_Task brief_
After locating the line with "flex:none; width:66px; height:66px;" in the data that follows, return it and every later line exactly, up to and including the line with "justify-content:space-between; align-items:center; height:156px;".

_Task data_
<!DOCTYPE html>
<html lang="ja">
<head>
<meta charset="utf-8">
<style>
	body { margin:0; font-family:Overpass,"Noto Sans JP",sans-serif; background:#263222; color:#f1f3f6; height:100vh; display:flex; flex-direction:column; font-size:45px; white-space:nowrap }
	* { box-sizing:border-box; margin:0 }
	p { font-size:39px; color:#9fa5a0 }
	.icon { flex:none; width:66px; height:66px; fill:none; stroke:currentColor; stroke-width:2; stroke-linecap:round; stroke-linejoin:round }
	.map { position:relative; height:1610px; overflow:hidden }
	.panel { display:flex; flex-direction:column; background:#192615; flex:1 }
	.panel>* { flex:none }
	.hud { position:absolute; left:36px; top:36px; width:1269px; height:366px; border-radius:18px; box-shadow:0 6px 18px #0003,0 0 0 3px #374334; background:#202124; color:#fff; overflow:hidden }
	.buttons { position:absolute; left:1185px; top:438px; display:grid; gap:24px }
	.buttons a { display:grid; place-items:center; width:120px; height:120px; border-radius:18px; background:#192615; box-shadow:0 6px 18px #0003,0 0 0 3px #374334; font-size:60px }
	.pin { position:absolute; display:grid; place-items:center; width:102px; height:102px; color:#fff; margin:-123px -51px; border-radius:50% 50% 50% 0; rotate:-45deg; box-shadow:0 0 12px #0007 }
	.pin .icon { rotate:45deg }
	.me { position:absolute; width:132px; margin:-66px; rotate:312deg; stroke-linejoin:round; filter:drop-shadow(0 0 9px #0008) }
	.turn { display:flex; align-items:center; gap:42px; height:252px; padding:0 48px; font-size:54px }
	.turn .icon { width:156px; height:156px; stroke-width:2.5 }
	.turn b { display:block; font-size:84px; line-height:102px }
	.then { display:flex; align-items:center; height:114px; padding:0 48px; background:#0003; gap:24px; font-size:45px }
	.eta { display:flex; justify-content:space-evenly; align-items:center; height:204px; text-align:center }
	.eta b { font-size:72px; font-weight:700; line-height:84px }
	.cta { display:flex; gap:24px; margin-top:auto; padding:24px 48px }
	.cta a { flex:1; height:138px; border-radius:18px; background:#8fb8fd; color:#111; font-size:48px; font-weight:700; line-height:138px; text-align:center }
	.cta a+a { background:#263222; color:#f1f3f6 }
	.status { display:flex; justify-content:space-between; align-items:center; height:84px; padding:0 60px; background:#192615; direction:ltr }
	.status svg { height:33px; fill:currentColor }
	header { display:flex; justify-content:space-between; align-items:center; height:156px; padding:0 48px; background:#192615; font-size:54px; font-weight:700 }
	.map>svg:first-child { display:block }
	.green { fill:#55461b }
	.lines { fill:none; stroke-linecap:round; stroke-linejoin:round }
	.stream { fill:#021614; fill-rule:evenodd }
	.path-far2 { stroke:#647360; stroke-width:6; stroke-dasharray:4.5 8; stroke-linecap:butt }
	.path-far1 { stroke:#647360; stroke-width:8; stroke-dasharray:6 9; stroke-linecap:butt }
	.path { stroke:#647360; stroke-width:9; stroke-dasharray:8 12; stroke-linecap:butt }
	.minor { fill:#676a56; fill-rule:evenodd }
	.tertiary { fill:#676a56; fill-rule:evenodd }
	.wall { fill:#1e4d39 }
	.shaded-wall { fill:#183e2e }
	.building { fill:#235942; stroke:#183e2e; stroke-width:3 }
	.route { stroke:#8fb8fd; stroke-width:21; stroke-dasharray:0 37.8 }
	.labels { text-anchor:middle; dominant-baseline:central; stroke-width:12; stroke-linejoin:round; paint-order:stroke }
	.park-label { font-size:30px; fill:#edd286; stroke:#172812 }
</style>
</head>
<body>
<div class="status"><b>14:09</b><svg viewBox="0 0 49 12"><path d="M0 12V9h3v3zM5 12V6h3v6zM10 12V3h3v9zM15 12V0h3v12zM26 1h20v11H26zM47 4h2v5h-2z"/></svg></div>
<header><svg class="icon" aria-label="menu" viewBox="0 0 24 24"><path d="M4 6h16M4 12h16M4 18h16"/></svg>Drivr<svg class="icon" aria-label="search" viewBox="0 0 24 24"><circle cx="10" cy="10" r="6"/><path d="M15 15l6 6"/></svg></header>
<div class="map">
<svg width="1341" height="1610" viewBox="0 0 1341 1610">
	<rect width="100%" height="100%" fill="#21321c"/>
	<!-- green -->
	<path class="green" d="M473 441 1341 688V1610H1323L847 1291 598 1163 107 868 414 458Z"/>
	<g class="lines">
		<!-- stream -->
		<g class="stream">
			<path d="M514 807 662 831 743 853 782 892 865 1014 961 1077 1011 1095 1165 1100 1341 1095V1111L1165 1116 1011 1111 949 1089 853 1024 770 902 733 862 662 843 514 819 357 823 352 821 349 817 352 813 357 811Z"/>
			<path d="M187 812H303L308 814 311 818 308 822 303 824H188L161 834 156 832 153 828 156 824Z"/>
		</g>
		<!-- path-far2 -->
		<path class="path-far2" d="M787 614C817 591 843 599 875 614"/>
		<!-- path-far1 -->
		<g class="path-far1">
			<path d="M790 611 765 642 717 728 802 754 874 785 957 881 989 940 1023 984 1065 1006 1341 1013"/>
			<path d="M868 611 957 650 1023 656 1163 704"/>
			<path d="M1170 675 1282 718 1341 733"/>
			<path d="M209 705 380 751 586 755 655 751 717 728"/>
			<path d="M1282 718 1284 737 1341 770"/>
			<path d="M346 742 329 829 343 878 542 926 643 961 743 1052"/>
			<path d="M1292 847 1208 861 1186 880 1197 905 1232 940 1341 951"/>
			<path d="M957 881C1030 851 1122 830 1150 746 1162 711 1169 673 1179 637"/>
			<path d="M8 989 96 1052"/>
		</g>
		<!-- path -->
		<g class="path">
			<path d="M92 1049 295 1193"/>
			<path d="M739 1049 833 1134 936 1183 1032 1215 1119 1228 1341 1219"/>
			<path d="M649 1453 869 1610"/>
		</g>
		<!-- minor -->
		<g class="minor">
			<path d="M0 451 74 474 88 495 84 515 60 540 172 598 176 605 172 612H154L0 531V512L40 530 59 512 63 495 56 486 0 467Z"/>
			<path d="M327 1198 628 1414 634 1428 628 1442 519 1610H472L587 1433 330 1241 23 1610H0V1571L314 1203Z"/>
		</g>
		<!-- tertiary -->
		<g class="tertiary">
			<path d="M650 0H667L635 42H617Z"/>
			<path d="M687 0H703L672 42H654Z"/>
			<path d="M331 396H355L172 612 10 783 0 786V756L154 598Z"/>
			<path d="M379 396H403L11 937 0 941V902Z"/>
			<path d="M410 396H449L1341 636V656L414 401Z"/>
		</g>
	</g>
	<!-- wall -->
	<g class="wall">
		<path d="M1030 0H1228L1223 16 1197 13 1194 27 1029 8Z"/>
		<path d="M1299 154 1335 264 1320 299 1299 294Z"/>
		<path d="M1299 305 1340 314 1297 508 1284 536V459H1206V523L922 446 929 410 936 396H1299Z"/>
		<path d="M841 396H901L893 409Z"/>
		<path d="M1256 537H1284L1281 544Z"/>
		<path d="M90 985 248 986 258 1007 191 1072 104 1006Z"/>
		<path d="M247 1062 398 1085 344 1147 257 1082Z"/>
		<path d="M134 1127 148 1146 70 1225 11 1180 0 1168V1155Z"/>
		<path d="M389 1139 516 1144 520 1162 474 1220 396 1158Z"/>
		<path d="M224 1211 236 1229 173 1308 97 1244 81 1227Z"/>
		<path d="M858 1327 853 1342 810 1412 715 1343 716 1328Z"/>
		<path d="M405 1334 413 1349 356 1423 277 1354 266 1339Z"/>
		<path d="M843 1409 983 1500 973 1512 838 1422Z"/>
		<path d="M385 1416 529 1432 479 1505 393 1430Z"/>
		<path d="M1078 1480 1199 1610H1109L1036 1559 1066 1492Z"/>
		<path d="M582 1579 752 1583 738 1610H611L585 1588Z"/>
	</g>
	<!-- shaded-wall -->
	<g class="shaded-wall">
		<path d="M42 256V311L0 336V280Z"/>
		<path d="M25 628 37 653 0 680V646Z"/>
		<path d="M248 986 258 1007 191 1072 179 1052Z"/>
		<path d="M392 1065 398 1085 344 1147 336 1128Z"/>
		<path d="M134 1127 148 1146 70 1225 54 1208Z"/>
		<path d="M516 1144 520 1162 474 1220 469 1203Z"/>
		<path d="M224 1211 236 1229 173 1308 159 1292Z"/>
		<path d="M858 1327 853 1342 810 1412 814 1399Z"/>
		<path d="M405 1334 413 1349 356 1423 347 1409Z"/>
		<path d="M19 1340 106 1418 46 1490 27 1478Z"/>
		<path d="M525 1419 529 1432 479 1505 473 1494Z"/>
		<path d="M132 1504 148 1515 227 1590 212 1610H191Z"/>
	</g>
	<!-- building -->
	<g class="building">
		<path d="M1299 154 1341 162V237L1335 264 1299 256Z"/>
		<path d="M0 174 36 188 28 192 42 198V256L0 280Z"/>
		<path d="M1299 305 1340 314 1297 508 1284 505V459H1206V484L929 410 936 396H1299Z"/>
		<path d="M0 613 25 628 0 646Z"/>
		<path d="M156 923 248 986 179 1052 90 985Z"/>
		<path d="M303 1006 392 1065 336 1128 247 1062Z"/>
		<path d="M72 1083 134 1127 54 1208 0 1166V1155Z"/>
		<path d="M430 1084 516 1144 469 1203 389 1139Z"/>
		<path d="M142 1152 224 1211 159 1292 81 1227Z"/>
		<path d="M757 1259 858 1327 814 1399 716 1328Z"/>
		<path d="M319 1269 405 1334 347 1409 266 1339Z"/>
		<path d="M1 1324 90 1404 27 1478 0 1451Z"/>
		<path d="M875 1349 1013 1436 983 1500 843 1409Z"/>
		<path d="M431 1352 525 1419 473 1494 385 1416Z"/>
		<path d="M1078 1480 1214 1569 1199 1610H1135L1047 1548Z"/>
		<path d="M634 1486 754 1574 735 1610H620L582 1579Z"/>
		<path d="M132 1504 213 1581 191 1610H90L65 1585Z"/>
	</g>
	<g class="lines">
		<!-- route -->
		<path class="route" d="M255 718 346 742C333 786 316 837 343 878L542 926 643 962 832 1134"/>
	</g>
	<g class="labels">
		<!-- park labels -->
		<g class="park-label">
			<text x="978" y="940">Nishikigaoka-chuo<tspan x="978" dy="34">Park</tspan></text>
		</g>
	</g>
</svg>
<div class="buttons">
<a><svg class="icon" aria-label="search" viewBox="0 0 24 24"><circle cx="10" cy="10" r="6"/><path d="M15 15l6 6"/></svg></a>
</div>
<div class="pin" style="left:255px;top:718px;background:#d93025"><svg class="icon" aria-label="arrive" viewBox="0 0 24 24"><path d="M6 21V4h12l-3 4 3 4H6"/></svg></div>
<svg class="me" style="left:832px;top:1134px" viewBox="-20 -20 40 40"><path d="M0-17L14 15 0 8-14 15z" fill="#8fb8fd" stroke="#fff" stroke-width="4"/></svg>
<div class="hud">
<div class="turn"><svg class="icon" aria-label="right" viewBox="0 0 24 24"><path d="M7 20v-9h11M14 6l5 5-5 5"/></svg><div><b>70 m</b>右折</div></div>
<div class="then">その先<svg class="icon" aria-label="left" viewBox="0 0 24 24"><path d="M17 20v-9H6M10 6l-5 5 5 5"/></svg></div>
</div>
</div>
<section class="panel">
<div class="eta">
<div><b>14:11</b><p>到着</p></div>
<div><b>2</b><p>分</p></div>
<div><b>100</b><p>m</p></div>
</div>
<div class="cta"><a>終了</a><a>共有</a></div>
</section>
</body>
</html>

_Response_
	.icon { flex:none; width:66px; height:66px; fill:none; stroke:currentColor; stroke-width:2; stroke-linecap:round; stroke-linejoin:round }
	.map { position:relative; height:1610px; overflow:hidden }
	.panel { display:flex; flex-direction:column; background:#192615; flex:1 }
	.panel>* { flex:none }
	.hud { position:absolute; left:36px; top:36px; width:1269px; height:366px; border-radius:18px; box-shadow:0 6px 18px #0003,0 0 0 3px #374334; background:#202124; color:#fff; overflow:hidden }
	.buttons { position:absolute; left:1185px; top:438px; display:grid; gap:24px }
	.buttons a { display:grid; place-items:center; width:120px; height:120px; border-radius:18px; background:#192615; box-shadow:0 6px 18px #0003,0 0 0 3px #374334; font-size:60px }
	.pin { position:absolute; display:grid; place-items:center; width:102px; height:102px; color:#fff; margin:-123px -51px; border-radius:50% 50% 50% 0; rotate:-45deg; box-shadow:0 0 12px #0007 }
	.pin .icon { rotate:45deg }
	.me { position:absolute; width:132px; margin:-66px; rotate:312deg; stroke-linejoin:round; filter:drop-shadow(0 0 9px #0008) }
	.turn { display:flex; align-items:center; gap:42px; height:252px; padding:0 48px; font-size:54px }
	.turn .icon { width:156px; height:156px; stroke-width:2.5 }
	.turn b { display:block; font-size:84px; line-height:102px }
	.then { display:flex; align-items:center; height:114px; padding:0 48px; background:#0003; gap:24px; font-size:45px }
	.eta { display:flex; justify-content:space-evenly; align-items:center; height:204px; text-align:center }
	.eta b { font-size:72px; font-weight:700; line-height:84px }
	.cta { display:flex; gap:24px; margin-top:auto; padding:24px 48px }
	.cta a { flex:1; height:138px; border-radius:18px; background:#8fb8fd; color:#111; font-size:48px; font-weight:700; line-height:138px; text-align:center }
	.cta a+a { background:#263222; color:#f1f3f6 }
	.status { display:flex; justify-content:space-between; align-items:center; height:84px; padding:0 60px; background:#192615; direction:ltr }
	.status svg { height:33px; fill:currentColor }
	header { display:flex; justify-content:space-between; align-items:center; height:156px; padding:0 48px; background:#192615; font-size:54px; font-weight:700 }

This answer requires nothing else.